__DATA SHOWN__
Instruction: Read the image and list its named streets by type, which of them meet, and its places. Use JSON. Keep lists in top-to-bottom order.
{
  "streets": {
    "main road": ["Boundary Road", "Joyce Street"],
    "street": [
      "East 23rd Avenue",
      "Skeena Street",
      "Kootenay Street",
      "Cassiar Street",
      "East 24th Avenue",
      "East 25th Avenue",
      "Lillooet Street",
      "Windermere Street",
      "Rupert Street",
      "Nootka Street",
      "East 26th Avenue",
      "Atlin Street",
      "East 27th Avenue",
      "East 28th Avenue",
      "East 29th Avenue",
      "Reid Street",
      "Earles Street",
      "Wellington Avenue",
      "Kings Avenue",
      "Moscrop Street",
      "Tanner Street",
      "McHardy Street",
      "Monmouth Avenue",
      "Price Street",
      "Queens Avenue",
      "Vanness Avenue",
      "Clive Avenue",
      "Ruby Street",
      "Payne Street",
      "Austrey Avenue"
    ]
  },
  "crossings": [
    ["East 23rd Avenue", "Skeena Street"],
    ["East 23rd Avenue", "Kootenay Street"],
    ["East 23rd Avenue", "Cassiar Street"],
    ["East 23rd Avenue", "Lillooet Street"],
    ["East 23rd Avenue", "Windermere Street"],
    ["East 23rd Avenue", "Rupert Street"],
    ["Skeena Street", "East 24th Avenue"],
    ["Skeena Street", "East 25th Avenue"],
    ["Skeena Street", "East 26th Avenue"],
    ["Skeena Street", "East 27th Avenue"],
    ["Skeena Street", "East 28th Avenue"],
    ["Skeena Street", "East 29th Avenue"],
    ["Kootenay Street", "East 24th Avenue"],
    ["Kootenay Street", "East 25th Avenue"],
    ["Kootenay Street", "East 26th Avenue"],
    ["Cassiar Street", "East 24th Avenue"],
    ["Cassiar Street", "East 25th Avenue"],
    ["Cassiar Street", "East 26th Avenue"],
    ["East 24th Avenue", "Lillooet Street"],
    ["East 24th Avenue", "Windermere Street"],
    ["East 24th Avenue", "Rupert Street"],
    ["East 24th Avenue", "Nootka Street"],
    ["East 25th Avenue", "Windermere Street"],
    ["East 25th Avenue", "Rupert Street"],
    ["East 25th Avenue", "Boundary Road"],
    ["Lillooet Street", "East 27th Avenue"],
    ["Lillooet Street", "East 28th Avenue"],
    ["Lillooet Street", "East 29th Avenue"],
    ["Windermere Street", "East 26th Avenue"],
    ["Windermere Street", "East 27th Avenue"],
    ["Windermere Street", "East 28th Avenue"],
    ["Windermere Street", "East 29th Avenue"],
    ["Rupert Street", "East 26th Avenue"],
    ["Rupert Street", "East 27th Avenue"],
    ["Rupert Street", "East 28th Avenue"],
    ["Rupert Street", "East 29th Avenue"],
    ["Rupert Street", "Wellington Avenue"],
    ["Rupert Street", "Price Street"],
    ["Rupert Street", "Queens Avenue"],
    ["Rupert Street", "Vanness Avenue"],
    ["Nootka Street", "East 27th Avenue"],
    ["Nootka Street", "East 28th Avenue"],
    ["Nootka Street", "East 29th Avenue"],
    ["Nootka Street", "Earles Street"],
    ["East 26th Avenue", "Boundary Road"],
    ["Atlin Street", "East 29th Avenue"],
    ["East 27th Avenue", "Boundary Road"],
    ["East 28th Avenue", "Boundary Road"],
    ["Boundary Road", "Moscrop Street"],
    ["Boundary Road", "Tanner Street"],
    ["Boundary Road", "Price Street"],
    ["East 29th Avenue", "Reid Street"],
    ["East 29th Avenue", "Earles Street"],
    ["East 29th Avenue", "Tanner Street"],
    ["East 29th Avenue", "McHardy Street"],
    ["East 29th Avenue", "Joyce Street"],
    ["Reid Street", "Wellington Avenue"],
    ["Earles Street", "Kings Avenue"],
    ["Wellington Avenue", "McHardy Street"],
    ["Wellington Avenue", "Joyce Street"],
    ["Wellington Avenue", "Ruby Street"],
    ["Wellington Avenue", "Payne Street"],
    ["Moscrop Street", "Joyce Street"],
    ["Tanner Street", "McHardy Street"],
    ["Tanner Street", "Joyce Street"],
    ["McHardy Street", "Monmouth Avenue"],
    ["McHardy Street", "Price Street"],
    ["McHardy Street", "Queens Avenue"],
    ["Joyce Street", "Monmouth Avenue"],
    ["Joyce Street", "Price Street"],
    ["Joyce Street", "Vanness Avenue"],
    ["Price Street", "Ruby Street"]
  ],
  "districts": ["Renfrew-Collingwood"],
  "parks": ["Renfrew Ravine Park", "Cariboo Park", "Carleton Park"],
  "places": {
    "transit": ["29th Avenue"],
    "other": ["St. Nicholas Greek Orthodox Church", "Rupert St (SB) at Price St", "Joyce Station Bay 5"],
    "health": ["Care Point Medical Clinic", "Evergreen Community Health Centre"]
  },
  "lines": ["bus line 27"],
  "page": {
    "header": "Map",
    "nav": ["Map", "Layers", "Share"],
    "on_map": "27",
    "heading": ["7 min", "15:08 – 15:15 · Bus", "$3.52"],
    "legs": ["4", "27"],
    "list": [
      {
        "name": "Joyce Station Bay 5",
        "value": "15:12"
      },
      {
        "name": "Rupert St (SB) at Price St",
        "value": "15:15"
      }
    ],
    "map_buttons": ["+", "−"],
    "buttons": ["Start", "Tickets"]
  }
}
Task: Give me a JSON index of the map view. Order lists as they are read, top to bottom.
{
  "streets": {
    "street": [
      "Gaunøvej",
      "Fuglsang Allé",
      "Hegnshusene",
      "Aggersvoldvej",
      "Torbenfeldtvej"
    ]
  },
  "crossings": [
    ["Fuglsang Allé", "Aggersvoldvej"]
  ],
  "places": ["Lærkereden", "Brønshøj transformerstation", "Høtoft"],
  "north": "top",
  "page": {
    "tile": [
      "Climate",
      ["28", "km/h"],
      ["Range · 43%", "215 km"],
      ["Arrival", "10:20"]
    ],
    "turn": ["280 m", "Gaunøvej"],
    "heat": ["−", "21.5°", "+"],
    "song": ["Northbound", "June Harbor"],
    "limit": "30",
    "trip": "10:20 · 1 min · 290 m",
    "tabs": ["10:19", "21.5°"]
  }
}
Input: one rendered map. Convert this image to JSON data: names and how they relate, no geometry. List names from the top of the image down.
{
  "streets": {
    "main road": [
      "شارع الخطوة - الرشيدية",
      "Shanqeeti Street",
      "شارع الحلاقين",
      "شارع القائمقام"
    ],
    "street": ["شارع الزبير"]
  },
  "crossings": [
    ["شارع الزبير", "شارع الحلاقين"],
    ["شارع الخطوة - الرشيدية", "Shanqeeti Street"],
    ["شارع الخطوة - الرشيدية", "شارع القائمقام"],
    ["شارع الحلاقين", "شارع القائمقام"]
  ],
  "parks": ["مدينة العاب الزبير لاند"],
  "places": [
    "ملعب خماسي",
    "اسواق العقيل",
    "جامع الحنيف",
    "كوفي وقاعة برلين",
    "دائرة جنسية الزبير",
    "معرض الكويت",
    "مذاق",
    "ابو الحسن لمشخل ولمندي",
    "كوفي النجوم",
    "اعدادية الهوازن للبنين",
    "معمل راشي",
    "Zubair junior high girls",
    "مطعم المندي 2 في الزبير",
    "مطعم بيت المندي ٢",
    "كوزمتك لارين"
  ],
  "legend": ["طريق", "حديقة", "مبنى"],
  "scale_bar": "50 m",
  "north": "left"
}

__TASK OBJECTIVE__
All of the material above should be reproduced exactly.

__RESPONSE FOR THIS EXERCISE__
Instruction: Read the image and list its named streets by type, which of them meet, and its places. Use JSON. Keep lists in top-to-bottom order.
{
  "streets": {
    "main road": ["Boundary Road", "Joyce Street"],
    "street": [
      "East 23rd Avenue",
      "Skeena Street",
      "Kootenay Street",
      "Cassiar Street",
      "East 24th Avenue",
      "East 25th Avenue",
      "Lillooet Street",
      "Windermere Street",
      "Rupert Street",
      "Nootka Street",
      "East 26th Avenue",
      "Atlin Street",
      "East 27th Avenue",
      "East 28th Avenue",
      "East 29th Avenue",
      "Reid Street",
      "Earles Street",
      "Wellington Avenue",
      "Kings Avenue",
      "Moscrop Street",
      "Tanner Street",
      "McHardy Street",
      "Monmouth Avenue",
      "Price Street",
      "Queens Avenue",
      "Vanness Avenue",
      "Clive Avenue",
      "Ruby Street",
      "Payne Street",
      "Austrey Avenue"
    ]
  },
  "crossings": [
    ["East 23rd Avenue", "Skeena Street"],
    ["East 23rd Avenue", "Kootenay Street"],
    ["East 23rd Avenue", "Cassiar Street"],
    ["East 23rd Avenue", "Lillooet Street"],
    ["East 23rd Avenue", "Windermere Street"],
    ["East 23rd Avenue", "Rupert Street"],
    ["Skeena Street", "East 24th Avenue"],
    ["Skeena Street", "East 25th Avenue"],
    ["Skeena Street", "East 26th Avenue"],
    ["Skeena Street", "East 27th Avenue"],
    ["Skeena Street", "East 28th Avenue"],
    ["Skeena Street", "East 29th Avenue"],
    ["Kootenay Street", "East 24th Avenue"],
    ["Kootenay Street", "East 25th Avenue"],
    ["Kootenay Street", "East 26th Avenue"],
    ["Cassiar Street", "East 24th Avenue"],
    ["Cassiar Street", "East 25th Avenue"],
    ["Cassiar Street", "East 26th Avenue"],
    ["East 24th Avenue", "Lillooet Street"],
    ["East 24th Avenue", "Windermere Street"],
    ["East 24th Avenue", "Rupert Street"],
    ["East 24th Avenue", "Nootka Street"],
    ["East 25th Avenue", "Windermere Street"],
    ["East 25th Avenue", "Rupert Street"],
    ["East 25th Avenue", "Boundary Road"],
    ["Lillooet Street", "East 27th Avenue"],
    ["Lillooet Street", "East 28th Avenue"],
    ["Lillooet Street", "East 29th Avenue"],
    ["Windermere Street", "East 26th Avenue"],
    ["Windermere Street", "East 27th Avenue"],
    ["Windermere Street", "East 28th Avenue"],
    ["Windermere Street", "East 29th Avenue"],
    ["Rupert Street", "East 26th Avenue"],
    ["Rupert Street", "East 27th Avenue"],
    ["Rupert Street", "East 28th Avenue"],
    ["Rupert Street", "East 29th Avenue"],
    ["Rupert Street", "Wellington Avenue"],
    ["Rupert Street", "Price Street"],
    ["Rupert Street", "Queens Avenue"],
    ["Rupert Street", "Vanness Avenue"],
    ["Nootka Street", "East 27th Avenue"],
    ["Nootka Street", "East 28th Avenue"],
    ["Nootka Street", "East 29th Avenue"],
    ["Nootka Street", "Earles Street"],
    ["East 26th Avenue", "Boundary Road"],
    ["Atlin Street", "East 29th Avenue"],
    ["East 27th Avenue", "Boundary Road"],
    ["East 28th Avenue", "Boundary Road"],
    ["Boundary Road", "Moscrop Street"],
    ["Boundary Road", "Tanner Street"],
    ["Boundary Road", "Price Street"],
    ["East 29th Avenue", "Reid Street"],
    ["East 29th Avenue", "Earles Street"],
    ["East 29th Avenue", "Tanner Street"],
    ["East 29th Avenue", "McHardy Street"],
    ["East 29th Avenue", "Joyce Street"],
    ["Reid Street", "Wellington Avenue"],
    ["Earles Street", "Kings Avenue"],
    ["Wellington Avenue", "McHardy Street"],
    ["Wellington Avenue", "Joyce Street"],
    ["Wellington Avenue", "Ruby Street"],
    ["Wellington Avenue", "Payne Street"],
    ["Moscrop Street", "Joyce Street"],
    ["Tanner Street", "McHardy Street"],
    ["Tanner Street", "Joyce Street"],
    ["McHardy Street", "Monmouth Avenue"],
    ["McHardy Street", "Price Street"],
    ["McHardy Street", "Queens Avenue"],
    ["Joyce Street", "Monmouth Avenue"],
    ["Joyce Street", "Price Street"],
    ["Joyce Street", "Vanness Avenue"],
    ["Price Street", "Ruby Street"]
  ],
  "districts": ["Renfrew-Collingwood"],
  "parks": ["Renfrew Ravine Park", "Cariboo Park", "Carleton Park"],
  "places": {
    "transit": ["29th Avenue"],
    "other": ["St. Nicholas Greek Orthodox Church", "Rupert St (SB) at Price St", "Joyce Station Bay 5"],
    "health": ["Care Point Medical Clinic", "Evergreen Community Health Centre"]
  },
  "lines": ["bus line 27"],
  "page": {
    "header": "Map",
    "nav": ["Map", "Layers", "Share"],
    "on_map": "27",
    "heading": ["7 min", "15:08 – 15:15 · Bus", "$3.52"],
    "legs": ["4", "27"],
    "list": [
      {
        "name": "Joyce Station Bay 5",
        "value": "15:12"
      },
      {
        "name": "Rupert St (SB) at Price St",
        "value": "15:15"
      }
    ],
    "map_buttons": ["+", "−"],
    "buttons": ["Start", "Tickets"]
  }
}
Task: Give me a JSON index of the map view. Order lists as they are read, top to bottom.
{
  "streets": {
    "street": [
      "Gaunøvej",
      "Fuglsang Allé",
      "Hegnshusene",
      "Aggersvoldvej",
      "Torbenfeldtvej"
    ]
  },
  "crossings": [
    ["Fuglsang Allé", "Aggersvoldvej"]
  ],
  "places": ["Lærkereden", "Brønshøj transformerstation", "Høtoft"],
  "north": "top",
  "page": {
    "tile": [
      "Climate",
      ["28", "km/h"],
      ["Range · 43%", "215 km"],
      ["Arrival", "10:20"]
    ],
    "turn": ["280 m", "Gaunøvej"],
    "heat": ["−", "21.5°", "+"],
    "song": ["Northbound", "June Harbor"],
    "limit": "30",
    "trip": "10:20 · 1 min · 290 m",
    "tabs": ["10:19", "21.5°"]
  }
}
Input: one rendered map. Convert this image to JSON data: names and how they relate, no geometry. List names from the top of the image down.
{
  "streets": {
    "main road": [
      "شارع الخطوة - الرشيدية",
      "Shanqeeti Street",
      "شارع الحلاقين",
      "شارع القائمقام"
    ],
    "street": ["شارع الزبير"]
  },
  "crossings": [
    ["شارع الزبير", "شارع الحلاقين"],
    ["شارع الخطوة - الرشيدية", "Shanqeeti Street"],
    ["شارع الخطوة - الرشيدية", "شارع القائمقام"],
    ["شارع الحلاقين", "شارع القائمقام"]
  ],
  "parks": ["مدينة العاب الزبير لاند"],
  "places": [
    "ملعب خماسي",
    "اسواق العقيل",
    "جامع الحنيف",
    "كوفي وقاعة برلين",
    "دائرة جنسية الزبير",
    "معرض الكويت",
    "مذاق",
    "ابو الحسن لمشخل ولمندي",
    "كوفي النجوم",
    "اعدادية الهوازن للبنين",
    "معمل راشي",
    "Zubair junior high girls",
    "مطعم المندي 2 في الزبير",
    "مطعم بيت المندي ٢",
    "كوزمتك لارين"
  ],
  "legend": ["طريق", "حديقة", "مبنى"],
  "scale_bar": "50 m",
  "north": "left"
}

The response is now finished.